Lompat ke isi utama

Berita

​Perkuat Pengawasan Partisipan, Bawaslu Kepulauan Anambas Gandeng Tokoh Agama Buddha

​Perkuat Pengawasan Partisipan, Bawaslu Kepulauan Anambas Gandeng Tokoh Agama Buddha

Dokumentasi Bawaslu Kabupaten Kepulauan Anambas Lakukan Konsolidasi DemokrasiLakukan

Anambas - Badan Pengawas Pemilihan Umum (Bawaslu) Kabupaten Kepulauan Anambas terus memperluas jangkauan pengawasan partisipatif demi terciptanya pemilu yang damai dan berintegritas. Langkah nyata ini diwujudkan dengan menggelar kegiatan konsolidasi demokrasi bersama tokoh agama Buddha di wilayah Kabupaten Kepulauan Anambas, Kamis, 21 Mei 2026.

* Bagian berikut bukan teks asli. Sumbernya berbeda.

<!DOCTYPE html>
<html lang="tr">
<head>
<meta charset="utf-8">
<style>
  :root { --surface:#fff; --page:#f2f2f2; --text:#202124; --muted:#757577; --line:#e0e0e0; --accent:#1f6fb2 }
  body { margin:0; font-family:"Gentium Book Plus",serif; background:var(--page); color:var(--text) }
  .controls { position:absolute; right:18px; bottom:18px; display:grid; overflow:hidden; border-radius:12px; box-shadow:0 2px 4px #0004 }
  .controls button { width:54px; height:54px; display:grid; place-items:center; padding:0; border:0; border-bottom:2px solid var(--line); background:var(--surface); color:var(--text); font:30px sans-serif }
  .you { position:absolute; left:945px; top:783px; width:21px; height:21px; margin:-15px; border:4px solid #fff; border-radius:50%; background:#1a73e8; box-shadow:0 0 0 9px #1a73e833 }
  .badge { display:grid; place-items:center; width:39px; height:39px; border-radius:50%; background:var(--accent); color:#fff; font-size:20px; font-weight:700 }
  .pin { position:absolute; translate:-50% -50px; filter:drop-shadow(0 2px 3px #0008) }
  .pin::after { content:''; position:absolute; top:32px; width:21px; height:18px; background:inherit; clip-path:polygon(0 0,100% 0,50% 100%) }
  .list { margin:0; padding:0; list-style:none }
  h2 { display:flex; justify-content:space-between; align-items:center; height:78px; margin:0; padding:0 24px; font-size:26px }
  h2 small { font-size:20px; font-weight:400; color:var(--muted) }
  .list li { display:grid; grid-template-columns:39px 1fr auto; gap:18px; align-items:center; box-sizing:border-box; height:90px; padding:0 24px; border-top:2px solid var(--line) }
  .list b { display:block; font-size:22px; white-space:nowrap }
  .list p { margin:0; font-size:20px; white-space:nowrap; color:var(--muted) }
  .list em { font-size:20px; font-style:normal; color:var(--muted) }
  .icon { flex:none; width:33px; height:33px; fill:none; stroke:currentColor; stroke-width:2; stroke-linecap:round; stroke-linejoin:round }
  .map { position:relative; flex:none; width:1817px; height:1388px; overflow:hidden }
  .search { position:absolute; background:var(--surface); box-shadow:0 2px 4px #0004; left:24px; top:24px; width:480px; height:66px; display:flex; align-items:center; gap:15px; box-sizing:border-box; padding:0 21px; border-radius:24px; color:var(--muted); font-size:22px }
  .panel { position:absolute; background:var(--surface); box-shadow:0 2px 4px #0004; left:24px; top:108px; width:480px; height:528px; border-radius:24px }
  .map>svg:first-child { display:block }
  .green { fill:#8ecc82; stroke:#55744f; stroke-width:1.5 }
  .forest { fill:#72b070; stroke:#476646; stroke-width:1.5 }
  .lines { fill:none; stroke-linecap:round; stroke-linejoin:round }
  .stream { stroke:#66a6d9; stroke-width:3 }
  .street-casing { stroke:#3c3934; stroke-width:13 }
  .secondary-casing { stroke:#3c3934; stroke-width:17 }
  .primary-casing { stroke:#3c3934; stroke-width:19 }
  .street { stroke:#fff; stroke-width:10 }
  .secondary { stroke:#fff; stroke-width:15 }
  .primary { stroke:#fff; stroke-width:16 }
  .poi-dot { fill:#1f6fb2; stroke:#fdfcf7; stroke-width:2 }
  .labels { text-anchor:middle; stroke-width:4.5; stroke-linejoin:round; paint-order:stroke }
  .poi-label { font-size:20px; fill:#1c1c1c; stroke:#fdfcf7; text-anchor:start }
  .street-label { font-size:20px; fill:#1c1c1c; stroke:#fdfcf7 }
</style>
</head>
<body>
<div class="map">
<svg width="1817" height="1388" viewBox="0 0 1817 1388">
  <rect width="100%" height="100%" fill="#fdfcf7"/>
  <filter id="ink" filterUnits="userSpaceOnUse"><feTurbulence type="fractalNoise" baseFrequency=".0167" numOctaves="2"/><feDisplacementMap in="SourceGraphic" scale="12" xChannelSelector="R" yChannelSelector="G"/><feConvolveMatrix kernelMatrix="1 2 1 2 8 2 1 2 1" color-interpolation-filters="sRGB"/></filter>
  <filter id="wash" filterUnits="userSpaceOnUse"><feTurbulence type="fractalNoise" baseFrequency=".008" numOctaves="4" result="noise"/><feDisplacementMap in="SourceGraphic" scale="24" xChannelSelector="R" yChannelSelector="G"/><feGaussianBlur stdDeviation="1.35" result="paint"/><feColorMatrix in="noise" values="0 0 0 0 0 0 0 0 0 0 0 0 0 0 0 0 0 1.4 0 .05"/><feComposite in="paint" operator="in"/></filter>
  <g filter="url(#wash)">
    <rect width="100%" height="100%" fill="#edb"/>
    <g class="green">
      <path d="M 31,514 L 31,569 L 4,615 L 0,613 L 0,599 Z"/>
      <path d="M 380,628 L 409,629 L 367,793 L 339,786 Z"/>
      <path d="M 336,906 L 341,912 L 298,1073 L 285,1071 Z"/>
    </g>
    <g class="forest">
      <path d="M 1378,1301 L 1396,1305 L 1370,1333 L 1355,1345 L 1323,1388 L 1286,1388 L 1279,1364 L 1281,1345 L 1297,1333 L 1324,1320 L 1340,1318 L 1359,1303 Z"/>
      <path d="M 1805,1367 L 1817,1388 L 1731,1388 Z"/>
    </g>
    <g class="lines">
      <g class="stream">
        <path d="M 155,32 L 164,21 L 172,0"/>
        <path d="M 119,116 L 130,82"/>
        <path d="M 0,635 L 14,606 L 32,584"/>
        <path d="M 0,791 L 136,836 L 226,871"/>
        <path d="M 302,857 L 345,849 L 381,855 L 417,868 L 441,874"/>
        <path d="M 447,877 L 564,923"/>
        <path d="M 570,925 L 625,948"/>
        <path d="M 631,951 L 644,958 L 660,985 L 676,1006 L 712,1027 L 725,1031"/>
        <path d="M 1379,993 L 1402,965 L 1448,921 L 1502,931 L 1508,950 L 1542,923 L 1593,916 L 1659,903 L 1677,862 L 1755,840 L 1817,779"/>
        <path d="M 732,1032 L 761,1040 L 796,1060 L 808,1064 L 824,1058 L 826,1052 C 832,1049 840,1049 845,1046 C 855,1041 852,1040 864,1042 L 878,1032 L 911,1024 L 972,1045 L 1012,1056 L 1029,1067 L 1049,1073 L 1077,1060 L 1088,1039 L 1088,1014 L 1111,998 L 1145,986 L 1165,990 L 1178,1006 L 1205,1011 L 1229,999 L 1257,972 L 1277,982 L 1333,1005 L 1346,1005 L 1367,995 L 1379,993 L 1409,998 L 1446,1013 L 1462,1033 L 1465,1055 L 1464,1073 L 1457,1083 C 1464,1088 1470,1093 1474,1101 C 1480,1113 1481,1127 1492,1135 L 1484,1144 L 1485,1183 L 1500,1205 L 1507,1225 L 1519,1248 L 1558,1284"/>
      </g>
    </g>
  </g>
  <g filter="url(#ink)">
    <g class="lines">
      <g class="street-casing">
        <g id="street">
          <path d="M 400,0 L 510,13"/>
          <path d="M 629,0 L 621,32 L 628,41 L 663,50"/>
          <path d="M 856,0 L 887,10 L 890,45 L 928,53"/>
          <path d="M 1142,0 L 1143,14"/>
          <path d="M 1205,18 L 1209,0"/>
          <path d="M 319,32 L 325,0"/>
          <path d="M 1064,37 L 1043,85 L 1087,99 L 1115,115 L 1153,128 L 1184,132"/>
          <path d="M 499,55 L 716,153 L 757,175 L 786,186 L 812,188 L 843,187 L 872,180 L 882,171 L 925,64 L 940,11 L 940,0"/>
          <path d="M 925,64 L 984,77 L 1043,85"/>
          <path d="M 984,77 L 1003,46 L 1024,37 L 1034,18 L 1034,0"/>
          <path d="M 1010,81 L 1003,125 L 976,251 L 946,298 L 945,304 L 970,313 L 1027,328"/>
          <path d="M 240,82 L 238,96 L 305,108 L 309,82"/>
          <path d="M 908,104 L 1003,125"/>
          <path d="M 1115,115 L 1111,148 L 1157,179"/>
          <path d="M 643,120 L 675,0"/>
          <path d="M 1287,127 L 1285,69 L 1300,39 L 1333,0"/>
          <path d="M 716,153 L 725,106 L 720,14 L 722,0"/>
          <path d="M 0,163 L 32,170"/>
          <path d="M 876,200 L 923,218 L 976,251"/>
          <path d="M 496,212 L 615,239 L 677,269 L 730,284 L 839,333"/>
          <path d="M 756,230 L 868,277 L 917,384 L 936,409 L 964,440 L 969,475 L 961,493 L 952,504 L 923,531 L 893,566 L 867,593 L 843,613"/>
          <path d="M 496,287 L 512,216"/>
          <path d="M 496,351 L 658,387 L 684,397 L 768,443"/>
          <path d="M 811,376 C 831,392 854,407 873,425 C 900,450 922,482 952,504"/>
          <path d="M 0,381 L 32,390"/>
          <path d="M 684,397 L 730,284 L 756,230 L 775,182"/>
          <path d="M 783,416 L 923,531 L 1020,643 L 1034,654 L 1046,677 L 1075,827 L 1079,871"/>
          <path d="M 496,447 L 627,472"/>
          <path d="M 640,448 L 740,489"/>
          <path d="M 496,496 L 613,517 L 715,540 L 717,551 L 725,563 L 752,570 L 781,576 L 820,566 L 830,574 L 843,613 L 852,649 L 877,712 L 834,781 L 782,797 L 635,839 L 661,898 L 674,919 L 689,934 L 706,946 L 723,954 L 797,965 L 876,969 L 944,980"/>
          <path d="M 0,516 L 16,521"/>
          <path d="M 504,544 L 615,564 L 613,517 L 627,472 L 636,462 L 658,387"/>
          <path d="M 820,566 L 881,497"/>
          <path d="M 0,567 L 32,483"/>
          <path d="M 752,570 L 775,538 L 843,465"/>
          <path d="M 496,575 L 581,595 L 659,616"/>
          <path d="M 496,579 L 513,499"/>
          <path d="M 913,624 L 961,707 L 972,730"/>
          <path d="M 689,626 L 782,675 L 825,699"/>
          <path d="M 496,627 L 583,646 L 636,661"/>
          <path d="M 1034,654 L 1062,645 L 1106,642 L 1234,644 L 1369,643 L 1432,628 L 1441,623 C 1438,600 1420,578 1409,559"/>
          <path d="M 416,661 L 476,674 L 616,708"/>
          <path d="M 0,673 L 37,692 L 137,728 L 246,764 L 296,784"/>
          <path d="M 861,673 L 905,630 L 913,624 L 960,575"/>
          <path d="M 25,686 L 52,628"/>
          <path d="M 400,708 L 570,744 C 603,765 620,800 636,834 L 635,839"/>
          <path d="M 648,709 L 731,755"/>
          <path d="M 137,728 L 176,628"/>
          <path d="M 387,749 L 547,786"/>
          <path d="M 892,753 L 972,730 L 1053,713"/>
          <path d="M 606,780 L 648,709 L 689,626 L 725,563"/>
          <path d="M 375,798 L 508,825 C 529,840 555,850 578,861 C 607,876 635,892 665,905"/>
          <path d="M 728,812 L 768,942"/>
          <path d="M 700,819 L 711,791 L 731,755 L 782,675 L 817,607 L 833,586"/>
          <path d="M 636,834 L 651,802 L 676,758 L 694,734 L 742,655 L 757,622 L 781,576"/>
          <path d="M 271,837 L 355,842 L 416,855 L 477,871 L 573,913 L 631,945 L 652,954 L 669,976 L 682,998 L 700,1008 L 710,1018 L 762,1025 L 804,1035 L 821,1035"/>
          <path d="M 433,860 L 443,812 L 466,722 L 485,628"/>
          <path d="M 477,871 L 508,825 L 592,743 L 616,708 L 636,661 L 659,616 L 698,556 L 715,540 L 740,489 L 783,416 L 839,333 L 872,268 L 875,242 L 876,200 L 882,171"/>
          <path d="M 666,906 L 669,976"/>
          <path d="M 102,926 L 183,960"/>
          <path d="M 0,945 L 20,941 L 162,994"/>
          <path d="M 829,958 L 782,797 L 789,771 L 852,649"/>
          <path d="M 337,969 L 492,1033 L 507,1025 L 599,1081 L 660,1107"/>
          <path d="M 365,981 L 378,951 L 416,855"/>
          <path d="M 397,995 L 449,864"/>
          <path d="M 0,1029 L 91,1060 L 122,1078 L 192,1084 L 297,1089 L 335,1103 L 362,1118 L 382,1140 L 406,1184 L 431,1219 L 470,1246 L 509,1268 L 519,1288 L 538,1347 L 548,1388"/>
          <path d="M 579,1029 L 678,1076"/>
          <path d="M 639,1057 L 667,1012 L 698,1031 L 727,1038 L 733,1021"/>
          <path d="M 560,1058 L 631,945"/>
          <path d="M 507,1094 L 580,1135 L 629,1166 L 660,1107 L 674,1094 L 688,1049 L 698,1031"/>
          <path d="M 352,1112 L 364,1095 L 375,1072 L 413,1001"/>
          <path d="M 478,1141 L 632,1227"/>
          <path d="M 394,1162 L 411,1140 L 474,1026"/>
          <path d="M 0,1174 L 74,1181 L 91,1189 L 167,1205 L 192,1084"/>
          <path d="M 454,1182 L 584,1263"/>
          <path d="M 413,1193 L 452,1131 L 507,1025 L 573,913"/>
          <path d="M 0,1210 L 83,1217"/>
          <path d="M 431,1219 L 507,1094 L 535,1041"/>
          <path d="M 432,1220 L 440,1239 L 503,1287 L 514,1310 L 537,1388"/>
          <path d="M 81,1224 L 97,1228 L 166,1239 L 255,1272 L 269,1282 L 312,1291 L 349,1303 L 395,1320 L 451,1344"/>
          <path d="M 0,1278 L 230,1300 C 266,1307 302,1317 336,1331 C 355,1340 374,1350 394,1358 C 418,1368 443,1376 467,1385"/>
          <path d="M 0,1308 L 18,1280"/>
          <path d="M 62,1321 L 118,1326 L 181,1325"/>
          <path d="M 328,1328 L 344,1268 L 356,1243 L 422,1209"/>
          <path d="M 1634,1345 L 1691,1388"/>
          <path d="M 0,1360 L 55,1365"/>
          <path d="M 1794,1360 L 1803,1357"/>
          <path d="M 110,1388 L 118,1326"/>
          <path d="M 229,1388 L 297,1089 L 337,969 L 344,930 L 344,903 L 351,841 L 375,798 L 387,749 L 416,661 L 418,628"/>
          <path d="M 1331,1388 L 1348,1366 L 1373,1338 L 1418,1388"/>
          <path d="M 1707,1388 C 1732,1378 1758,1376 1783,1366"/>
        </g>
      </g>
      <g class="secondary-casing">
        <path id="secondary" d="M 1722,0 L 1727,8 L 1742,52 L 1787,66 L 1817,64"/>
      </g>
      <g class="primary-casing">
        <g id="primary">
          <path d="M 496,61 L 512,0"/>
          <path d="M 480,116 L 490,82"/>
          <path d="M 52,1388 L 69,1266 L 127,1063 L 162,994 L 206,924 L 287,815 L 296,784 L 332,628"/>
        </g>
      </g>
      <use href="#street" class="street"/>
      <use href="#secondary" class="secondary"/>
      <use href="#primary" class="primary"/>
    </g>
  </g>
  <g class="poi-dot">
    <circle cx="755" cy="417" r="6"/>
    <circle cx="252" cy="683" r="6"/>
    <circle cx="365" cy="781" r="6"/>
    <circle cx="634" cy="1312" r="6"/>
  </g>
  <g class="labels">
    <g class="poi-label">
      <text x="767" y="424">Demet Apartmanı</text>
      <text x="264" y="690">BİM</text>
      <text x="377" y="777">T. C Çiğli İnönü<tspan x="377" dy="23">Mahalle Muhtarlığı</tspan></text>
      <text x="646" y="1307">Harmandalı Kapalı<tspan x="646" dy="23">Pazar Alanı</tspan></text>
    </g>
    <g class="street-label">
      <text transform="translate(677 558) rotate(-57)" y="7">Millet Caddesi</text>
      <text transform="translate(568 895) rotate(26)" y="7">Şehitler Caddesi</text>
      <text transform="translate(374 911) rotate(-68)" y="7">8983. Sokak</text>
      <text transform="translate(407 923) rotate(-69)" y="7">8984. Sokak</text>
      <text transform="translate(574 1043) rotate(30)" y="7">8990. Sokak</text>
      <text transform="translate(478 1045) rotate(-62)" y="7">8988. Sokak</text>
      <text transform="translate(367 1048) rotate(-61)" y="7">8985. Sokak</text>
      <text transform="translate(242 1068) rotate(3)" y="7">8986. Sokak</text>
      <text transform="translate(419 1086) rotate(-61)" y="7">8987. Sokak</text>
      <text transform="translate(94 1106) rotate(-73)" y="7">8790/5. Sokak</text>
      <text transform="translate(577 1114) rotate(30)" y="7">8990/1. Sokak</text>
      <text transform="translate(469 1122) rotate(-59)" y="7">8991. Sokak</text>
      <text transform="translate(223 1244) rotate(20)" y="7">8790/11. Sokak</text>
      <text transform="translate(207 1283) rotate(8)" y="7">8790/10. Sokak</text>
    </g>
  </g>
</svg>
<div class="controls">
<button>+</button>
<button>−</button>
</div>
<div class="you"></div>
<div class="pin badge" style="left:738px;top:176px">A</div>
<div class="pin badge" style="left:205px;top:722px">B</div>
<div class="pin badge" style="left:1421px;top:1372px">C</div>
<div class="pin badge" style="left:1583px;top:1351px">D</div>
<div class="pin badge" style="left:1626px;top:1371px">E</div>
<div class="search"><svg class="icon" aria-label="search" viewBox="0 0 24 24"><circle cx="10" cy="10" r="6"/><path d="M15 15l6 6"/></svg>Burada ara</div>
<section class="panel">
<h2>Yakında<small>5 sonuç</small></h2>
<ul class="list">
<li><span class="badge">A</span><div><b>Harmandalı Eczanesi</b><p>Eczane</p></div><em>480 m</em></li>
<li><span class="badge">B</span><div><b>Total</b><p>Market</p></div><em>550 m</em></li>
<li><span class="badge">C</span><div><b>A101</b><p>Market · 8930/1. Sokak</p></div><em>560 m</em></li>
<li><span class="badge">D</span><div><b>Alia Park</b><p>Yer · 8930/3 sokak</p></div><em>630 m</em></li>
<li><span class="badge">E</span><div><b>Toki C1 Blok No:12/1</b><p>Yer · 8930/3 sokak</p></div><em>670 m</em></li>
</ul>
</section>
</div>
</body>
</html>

​Kegiatan konsolidasi yang berlangsung hangat ini dihadiri langsung oleh Anggota Bawaslu Kabupaten Kepulauan Anambas, Novelino. Dalam kunjungan kerja dan silaturahmi keagamaan tersebut, Novelino turut didampingi oleh jajaran staf sekretariat Bawaslu Kabupaten Kepulauan Anambas guna mendukung kelancaran dialog.

​Langkah merangkul tokoh agama Buddha ini dinilai sangat strategis untuk menjaga kondusivitas wilayah serta memperkuat literasi politik warga. Melalui ketokohan para pemuka agama, pesan-pesan pengawasan dan nilai-nilai demokrasi diharapkan dapat tersampaikan secara lebih sejuk dan menyentuh seluruh lapisan umat.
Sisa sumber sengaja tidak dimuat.